This has been an election campaign like no other. But amid so many surprises and so much controversy, some critical policy debates have been mostly overlooked. In the case of energy policy, millions of American workers may not realize their jobs are under threat, and they deserve to know why.
The threat comes from “keep it in the ground” groups totally opposed to fossil fuels, and the influence they are exerting over some political candidates this year. Groups like 350.org and Food & Water Watch want to ban hydraulic fracturing, often called fracking, an essential technology for producing domestic oil and natural gas. And the candidates have taken notice.

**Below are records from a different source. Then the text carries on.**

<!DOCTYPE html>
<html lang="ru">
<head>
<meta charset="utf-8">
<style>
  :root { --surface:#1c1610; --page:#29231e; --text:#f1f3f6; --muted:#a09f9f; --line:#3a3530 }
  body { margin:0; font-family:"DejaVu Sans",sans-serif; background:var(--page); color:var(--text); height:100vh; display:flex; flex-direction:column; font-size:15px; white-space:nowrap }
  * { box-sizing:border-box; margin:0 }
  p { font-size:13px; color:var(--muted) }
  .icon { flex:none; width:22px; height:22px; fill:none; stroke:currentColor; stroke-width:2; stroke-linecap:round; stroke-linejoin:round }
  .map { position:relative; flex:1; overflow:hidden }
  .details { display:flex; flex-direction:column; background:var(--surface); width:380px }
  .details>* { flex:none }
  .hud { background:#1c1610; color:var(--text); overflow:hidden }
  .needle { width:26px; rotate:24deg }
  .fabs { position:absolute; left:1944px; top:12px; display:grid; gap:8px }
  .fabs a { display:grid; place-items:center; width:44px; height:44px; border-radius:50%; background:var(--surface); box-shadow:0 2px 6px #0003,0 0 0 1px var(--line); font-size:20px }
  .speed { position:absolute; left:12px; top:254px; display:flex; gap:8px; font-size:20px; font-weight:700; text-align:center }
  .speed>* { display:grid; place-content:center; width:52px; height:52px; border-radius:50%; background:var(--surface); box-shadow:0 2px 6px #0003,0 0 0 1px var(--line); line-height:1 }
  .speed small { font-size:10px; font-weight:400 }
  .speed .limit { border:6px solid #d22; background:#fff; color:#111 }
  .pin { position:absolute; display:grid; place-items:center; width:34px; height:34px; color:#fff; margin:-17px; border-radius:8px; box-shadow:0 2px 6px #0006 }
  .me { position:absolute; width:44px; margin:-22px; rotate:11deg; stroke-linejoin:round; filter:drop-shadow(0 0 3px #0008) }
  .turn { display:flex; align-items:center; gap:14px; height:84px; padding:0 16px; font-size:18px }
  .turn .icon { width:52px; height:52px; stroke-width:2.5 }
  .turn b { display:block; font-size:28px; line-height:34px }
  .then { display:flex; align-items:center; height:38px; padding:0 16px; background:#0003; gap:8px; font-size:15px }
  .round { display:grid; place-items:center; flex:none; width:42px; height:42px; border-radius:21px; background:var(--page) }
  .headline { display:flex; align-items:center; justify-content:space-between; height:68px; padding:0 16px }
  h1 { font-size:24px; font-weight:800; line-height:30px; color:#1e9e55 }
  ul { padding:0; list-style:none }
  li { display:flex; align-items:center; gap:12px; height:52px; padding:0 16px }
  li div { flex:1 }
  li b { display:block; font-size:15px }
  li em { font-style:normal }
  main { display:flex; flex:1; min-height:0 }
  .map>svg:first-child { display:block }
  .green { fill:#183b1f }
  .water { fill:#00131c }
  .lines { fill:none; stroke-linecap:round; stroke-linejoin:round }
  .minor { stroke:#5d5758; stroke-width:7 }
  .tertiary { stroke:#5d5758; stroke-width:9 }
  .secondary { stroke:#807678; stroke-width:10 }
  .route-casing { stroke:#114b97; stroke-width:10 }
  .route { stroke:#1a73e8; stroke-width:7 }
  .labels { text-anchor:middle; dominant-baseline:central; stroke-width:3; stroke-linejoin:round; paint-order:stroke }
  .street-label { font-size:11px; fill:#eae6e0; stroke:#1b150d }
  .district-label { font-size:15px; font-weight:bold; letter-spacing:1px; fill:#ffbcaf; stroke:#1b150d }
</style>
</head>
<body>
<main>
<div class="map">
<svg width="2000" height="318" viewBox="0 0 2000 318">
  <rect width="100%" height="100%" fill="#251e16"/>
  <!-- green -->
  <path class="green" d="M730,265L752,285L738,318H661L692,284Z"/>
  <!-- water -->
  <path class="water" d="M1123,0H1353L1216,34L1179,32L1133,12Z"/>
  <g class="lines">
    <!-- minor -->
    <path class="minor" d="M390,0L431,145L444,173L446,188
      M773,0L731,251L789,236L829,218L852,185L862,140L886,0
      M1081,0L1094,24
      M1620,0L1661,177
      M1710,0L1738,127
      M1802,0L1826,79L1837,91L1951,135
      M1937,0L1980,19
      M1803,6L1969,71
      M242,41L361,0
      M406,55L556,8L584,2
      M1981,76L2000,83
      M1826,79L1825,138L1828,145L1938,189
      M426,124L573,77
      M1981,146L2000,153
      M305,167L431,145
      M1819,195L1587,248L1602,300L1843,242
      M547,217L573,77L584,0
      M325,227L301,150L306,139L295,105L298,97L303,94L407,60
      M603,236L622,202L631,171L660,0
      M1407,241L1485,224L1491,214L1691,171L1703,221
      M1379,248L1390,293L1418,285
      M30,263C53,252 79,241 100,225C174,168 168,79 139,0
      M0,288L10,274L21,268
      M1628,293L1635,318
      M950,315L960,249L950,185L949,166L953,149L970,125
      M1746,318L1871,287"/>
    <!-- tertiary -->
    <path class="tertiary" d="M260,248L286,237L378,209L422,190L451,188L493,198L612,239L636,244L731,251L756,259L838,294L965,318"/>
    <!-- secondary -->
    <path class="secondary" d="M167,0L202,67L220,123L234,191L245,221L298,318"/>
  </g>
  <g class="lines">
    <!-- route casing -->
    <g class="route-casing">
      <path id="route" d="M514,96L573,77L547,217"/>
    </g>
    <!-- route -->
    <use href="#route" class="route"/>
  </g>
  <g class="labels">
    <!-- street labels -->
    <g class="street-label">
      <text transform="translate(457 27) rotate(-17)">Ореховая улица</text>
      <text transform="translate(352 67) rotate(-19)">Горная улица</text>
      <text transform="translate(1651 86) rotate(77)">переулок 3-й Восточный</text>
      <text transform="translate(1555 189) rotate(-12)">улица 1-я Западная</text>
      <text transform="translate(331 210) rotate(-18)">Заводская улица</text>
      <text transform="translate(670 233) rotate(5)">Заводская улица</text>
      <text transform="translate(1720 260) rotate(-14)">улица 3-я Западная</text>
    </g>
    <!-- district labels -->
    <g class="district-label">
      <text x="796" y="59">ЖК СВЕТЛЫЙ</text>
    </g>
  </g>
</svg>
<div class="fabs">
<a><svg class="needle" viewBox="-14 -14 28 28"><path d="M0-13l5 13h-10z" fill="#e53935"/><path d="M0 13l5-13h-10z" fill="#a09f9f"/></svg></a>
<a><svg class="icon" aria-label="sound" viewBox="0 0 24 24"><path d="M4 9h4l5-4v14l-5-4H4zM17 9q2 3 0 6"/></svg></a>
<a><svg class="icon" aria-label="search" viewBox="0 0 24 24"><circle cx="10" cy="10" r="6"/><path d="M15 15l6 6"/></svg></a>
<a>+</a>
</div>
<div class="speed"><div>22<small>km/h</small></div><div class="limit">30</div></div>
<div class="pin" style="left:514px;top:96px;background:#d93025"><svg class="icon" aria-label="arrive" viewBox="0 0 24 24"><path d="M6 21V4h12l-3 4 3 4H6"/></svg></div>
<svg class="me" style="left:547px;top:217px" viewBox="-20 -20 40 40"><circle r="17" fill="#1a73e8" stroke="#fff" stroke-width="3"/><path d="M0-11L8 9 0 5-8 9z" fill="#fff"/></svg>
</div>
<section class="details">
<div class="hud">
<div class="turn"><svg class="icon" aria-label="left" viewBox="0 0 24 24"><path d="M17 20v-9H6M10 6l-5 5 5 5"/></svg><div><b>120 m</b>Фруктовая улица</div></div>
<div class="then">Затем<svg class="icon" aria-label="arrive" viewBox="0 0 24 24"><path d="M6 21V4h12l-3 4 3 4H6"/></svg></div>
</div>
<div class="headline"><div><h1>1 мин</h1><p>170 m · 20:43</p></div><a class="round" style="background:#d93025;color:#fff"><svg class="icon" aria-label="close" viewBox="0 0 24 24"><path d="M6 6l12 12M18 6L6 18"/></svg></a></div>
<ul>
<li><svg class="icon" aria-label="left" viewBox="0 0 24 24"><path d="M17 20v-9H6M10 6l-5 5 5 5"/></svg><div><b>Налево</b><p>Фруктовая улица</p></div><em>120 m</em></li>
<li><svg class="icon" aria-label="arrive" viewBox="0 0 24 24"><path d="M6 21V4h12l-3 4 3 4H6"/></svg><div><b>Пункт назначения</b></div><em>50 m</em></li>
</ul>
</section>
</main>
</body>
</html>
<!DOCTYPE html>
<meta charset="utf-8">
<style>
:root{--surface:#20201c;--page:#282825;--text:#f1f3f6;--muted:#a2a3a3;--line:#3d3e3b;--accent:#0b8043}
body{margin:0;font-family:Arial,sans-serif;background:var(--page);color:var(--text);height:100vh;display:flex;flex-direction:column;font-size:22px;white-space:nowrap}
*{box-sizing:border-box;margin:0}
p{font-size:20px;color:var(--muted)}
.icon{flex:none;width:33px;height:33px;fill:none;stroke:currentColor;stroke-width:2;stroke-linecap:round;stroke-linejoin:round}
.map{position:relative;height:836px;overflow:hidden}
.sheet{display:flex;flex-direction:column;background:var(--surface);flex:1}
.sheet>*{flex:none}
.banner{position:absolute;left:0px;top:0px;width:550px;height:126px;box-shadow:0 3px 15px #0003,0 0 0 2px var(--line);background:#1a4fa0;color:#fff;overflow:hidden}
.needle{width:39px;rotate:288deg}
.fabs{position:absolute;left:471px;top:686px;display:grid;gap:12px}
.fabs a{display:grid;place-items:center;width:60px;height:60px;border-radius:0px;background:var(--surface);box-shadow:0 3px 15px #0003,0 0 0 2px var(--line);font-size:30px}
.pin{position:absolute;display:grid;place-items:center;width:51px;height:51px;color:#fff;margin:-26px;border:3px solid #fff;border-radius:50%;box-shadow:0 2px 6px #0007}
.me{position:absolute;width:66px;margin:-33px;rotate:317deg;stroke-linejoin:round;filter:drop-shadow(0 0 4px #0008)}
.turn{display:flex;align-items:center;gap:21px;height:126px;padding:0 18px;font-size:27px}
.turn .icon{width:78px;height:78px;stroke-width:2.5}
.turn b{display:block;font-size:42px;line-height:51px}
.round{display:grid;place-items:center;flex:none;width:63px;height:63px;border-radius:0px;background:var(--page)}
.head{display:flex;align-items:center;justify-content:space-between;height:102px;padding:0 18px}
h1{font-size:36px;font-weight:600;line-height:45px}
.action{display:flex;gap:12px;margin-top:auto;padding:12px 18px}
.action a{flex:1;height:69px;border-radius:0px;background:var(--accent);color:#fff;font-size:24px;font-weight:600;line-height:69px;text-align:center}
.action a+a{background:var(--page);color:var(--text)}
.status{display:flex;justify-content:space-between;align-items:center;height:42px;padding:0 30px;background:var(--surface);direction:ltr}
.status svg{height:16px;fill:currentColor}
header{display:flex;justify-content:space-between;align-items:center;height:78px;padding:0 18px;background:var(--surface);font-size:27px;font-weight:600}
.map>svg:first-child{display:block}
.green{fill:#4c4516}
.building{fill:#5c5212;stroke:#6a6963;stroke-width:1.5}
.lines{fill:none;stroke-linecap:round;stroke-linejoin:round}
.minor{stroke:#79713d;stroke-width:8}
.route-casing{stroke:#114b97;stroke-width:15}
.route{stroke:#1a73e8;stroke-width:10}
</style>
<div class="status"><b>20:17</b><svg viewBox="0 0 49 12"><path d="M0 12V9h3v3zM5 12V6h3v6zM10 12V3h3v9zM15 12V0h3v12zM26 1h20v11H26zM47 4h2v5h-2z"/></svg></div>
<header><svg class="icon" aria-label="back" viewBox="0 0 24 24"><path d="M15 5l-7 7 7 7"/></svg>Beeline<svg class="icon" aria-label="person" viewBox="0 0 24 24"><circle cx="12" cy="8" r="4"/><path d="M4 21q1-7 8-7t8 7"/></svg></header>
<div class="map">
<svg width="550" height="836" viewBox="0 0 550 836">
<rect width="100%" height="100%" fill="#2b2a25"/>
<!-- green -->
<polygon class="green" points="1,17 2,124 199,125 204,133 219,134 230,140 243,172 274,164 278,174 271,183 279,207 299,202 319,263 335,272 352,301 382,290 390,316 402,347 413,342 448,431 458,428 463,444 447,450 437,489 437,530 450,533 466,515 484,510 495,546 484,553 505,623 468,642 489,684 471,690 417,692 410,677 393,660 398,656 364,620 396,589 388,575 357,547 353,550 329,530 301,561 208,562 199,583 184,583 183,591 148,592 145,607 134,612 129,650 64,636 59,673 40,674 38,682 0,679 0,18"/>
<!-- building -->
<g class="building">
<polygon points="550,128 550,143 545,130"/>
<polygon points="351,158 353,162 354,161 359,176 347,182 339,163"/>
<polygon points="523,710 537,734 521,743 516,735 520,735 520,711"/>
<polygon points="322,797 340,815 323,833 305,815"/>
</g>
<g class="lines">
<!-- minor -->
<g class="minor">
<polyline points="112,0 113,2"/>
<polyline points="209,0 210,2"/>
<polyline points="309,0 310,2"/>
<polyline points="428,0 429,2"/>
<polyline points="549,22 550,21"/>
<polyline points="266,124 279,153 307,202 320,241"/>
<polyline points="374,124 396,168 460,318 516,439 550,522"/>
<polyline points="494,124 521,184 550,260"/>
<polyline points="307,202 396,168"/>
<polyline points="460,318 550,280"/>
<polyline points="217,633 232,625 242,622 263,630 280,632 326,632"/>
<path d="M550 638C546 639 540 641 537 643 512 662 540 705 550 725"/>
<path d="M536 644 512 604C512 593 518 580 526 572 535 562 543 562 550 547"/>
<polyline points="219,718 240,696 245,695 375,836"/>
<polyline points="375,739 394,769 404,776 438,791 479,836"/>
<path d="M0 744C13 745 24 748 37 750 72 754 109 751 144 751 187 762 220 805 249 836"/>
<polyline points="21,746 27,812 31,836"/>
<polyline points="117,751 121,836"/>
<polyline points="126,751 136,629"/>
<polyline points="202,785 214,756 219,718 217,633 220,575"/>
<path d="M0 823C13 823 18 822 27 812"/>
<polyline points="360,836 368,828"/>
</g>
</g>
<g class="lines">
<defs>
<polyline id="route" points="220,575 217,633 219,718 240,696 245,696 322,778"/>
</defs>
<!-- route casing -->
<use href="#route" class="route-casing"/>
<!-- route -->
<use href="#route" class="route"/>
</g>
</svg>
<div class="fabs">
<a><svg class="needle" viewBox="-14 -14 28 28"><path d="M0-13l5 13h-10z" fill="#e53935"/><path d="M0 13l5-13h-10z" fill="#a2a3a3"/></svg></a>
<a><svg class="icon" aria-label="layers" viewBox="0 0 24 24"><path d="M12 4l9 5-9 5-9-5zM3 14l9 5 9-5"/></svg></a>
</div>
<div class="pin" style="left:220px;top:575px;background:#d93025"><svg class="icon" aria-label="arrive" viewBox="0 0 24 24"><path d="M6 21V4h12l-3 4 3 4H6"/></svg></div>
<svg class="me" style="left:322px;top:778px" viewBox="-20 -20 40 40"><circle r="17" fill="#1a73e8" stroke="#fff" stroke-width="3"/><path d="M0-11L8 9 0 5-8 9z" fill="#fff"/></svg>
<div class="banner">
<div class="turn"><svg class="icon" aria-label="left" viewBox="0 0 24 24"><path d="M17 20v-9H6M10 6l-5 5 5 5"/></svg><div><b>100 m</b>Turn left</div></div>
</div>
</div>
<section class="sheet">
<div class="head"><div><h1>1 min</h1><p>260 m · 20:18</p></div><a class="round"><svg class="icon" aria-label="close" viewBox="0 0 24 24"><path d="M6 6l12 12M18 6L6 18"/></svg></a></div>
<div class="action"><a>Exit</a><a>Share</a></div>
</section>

“By the time we get through all of my conditions, I do not think there will be many places in America where fracking will continue to take place,” presidential candidate Hillary Clinton said during the Democratic primary. “I’m going to pledge to stop fossil fuels,” she said at another time.
During the primary, Clinton was competing with U.S. Senator Bernie Sanders for the support of “keep it in the ground” activists. “Let me make it as clear as I can be … we are going to ban fracking in 50 states of this country,” Sanders said.
While Sanders eventually lost the primary to Clinton, he ensured that Bill McKibben – founder of 350.org and the leader of the “keep it in the ground” campaign – was appointed to the Democratic Party’s platform committee. McKibben has called for a “full-scale war” on global warming and pins the label of “climate denier” on anyone of proposes a single new oil and gas well.
The pressure coming from the environmental left should concern us all, because banning fracking would be extraordinarily costly. According to a new report from the U.S. Chamber of Commerce, the nation would lose 14.8 million jobs nationally by 2022, and not just in energy. The drastic reduction in domestic oil and gas supplies would drive up prices and return us to dependence on foreign energy imports, sending shockwaves through the economy and hurting other sectors like manufacturing.
“A ban on hydraulic fracturing would result in Ohio losing 400,000 jobs, with union jobs comprising a significant portion of this total,” the report from the Chamber’s Institute for 21st Century Energy states. “Our modeling indicates that $33 billion in state GDP in Ohio would be lost, with the majority of those losses attributed to the higher costs for energy that Ohio businesses would be forced to pay.”
These costs would also hit family budgets very hard. According to the report, living expenses for the average American household would jump by almost $3,500 per year. In Ohio, it would be worse, to the tune of $4,000 a year.
True, this has been an unorthodox year in American politics. But it’s stunning that any candidate – on the left or right – would play along with the idea of a national fracking ban when the economic impacts are so drastic. People not competing for votes from the radical left know better. Even President Obama has rushed to take credit for the lower energy prices made possible by fracking. “Gas is $2 a gallon,” he boasted in a recent speech. “Thanks, Obama!”
It’s tempting to shrug off the things candidates say on the campaign trail. So-called political experts will dismiss these remarks – and even full-fledged policy proposals – as unrealistic promises the candidates know they can’t keep.
But in the case of energy policy, we shouldn’t let the candidates off the hook, not when the stakes are so high. We should take them at their word, unless and until they are willing to retract those troubling statements.
And we should all ask ourselves why these candidates caved under pressure from “keep it in the ground” groups in the first place. Because if it happened once, it could happen again.
Shawn Bennett is Executive Vice President of the Ohio Oil and Gas Association.